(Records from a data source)
*** Begin section ***
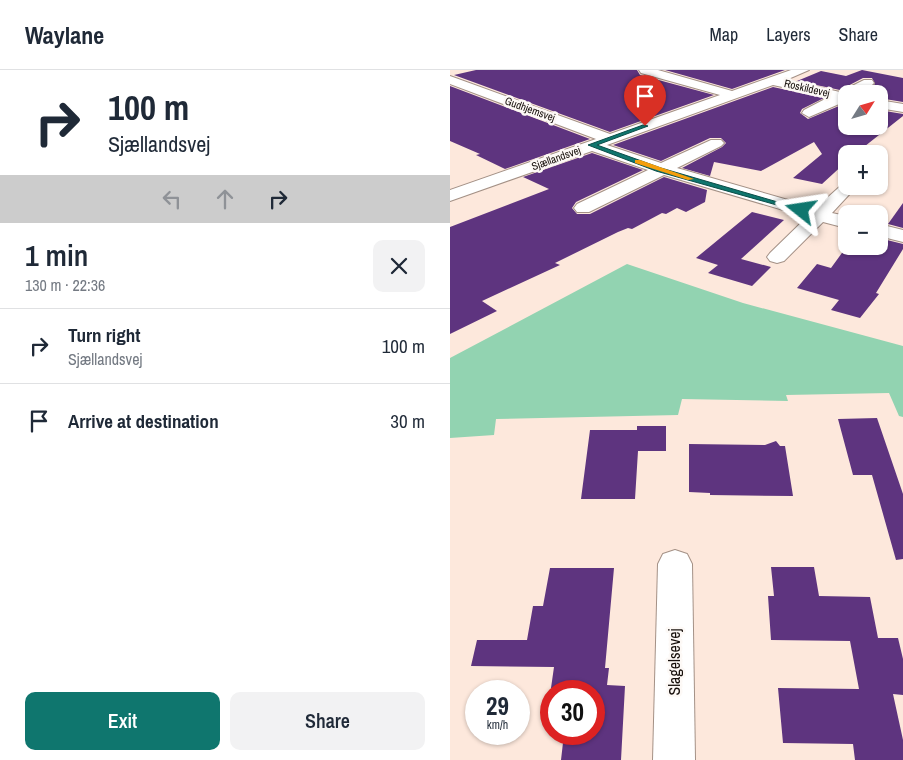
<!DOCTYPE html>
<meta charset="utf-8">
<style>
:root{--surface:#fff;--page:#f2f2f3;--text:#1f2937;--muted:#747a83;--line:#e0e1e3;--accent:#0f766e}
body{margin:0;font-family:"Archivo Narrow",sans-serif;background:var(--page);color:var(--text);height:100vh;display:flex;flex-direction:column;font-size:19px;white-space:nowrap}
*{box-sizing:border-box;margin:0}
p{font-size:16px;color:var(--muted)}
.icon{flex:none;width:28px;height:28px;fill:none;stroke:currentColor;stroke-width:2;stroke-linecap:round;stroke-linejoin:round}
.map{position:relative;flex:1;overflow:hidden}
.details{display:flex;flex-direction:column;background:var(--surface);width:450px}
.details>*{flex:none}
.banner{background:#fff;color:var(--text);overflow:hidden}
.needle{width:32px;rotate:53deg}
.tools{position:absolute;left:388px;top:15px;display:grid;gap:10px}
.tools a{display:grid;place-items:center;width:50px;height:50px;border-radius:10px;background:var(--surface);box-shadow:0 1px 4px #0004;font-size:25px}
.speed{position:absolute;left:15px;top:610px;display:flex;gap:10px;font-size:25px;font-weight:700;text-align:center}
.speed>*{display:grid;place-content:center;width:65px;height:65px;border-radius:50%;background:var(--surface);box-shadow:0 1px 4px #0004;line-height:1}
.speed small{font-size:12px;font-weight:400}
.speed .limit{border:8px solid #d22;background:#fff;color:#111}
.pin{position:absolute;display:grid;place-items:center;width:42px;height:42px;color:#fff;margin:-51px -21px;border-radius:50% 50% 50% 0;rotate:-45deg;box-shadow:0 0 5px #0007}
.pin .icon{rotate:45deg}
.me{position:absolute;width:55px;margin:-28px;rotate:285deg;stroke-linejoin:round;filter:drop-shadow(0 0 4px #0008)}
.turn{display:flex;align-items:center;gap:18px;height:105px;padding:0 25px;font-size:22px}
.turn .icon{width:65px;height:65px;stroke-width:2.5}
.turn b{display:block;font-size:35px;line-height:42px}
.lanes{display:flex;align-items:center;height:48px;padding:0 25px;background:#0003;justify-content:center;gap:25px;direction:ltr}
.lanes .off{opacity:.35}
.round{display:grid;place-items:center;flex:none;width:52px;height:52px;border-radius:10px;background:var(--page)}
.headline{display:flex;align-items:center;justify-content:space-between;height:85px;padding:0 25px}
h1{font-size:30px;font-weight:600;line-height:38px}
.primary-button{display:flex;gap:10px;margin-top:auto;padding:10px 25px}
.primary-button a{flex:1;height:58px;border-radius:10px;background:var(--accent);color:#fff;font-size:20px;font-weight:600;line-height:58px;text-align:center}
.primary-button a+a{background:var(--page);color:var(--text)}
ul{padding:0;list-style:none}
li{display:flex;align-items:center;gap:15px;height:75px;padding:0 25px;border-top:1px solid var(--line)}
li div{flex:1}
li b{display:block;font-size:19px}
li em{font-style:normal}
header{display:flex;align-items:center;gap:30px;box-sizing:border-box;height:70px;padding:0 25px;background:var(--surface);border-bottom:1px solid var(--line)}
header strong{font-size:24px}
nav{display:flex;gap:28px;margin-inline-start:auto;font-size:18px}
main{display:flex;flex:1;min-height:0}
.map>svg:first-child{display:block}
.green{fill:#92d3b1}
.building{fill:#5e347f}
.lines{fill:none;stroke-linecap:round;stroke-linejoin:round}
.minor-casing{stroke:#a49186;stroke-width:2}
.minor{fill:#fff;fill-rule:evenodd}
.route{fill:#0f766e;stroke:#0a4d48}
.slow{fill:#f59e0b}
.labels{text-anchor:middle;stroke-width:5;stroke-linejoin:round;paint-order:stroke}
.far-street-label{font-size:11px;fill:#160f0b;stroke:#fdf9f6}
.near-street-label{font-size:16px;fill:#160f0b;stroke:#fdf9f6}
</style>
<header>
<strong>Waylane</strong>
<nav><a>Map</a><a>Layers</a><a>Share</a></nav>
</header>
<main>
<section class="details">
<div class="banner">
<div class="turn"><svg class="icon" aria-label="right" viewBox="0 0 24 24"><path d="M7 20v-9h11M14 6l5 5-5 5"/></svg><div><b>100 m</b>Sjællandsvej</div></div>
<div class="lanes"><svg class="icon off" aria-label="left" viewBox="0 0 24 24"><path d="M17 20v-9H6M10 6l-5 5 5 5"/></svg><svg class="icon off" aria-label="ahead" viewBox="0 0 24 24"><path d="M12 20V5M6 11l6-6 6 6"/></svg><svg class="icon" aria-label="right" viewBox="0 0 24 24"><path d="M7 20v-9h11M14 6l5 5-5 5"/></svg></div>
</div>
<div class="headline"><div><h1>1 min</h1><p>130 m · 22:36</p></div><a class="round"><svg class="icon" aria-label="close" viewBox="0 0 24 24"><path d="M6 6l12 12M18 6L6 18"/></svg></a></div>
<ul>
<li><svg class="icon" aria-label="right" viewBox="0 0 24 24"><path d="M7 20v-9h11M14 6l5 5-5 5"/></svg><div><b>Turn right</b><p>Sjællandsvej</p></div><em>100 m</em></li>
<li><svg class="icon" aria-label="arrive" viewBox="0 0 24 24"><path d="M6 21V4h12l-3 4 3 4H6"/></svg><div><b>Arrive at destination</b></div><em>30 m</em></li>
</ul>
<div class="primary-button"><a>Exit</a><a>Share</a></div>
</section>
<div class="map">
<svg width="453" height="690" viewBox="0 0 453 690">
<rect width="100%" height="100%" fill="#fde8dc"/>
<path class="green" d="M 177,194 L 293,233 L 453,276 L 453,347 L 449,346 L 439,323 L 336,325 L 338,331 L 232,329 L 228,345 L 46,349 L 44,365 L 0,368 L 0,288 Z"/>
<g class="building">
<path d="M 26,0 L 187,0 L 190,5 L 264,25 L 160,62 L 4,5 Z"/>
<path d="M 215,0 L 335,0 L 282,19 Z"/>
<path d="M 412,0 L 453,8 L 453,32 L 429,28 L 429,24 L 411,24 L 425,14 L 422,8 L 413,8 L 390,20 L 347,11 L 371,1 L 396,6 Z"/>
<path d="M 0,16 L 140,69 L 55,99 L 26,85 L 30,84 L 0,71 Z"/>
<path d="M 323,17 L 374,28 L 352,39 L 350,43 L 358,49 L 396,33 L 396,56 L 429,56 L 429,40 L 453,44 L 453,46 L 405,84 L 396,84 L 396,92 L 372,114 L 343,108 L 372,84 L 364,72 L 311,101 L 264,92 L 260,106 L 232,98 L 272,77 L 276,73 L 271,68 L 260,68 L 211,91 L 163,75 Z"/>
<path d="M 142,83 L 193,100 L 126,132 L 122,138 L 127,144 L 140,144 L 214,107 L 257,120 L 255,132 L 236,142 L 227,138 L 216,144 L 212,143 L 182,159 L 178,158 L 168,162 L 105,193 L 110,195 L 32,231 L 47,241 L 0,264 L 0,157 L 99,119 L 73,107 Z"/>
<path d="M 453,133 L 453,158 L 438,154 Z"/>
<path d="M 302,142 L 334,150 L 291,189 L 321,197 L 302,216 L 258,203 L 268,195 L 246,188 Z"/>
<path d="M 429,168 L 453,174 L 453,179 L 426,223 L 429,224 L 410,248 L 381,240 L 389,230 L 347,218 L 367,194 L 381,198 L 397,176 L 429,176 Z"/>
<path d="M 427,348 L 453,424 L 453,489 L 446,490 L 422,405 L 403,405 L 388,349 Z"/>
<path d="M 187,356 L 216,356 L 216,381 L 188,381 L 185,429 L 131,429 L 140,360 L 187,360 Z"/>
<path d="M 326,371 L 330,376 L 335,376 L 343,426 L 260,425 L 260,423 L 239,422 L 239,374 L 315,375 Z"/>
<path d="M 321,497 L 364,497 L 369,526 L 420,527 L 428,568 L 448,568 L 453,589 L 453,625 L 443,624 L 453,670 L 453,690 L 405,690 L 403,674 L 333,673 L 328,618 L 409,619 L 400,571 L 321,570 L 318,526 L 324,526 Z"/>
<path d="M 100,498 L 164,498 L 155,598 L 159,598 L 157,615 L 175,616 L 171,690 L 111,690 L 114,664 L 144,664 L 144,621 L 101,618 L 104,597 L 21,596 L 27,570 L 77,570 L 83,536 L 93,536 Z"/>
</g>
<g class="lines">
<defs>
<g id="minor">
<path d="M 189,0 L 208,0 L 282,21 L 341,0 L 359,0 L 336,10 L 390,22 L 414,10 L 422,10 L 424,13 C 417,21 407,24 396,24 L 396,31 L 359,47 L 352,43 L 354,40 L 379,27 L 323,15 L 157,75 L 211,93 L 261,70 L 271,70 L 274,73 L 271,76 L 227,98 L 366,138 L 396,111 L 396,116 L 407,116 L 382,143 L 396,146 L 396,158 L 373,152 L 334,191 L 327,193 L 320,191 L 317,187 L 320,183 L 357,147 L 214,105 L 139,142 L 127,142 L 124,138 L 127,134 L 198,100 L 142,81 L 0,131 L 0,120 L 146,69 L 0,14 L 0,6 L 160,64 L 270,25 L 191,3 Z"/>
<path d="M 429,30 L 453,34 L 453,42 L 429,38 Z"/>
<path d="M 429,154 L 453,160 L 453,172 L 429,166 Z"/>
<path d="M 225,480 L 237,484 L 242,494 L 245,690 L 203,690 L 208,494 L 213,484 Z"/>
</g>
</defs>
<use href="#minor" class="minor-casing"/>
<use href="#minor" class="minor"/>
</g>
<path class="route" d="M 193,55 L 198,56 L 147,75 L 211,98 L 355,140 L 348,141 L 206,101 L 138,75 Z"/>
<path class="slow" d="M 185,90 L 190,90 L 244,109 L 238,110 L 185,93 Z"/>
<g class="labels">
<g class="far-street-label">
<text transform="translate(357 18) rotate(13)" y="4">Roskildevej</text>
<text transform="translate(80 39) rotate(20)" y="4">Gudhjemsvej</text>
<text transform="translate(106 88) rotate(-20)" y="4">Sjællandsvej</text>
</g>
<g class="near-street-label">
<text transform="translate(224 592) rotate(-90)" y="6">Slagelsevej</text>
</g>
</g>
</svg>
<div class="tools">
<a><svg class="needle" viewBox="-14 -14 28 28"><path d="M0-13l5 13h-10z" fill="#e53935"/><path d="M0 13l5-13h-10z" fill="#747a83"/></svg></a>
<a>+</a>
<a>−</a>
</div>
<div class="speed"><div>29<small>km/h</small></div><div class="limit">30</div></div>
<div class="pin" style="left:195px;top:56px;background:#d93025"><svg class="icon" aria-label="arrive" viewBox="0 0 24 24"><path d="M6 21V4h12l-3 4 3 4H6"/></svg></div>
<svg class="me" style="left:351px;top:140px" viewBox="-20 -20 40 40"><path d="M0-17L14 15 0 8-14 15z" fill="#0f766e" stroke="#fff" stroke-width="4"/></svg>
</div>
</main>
*** End section ***
**WHAT YOU SHOULD DO:** Report how many lines of the records above contain the word "direction", giving only the number.

**ANSWER SPACE:** 3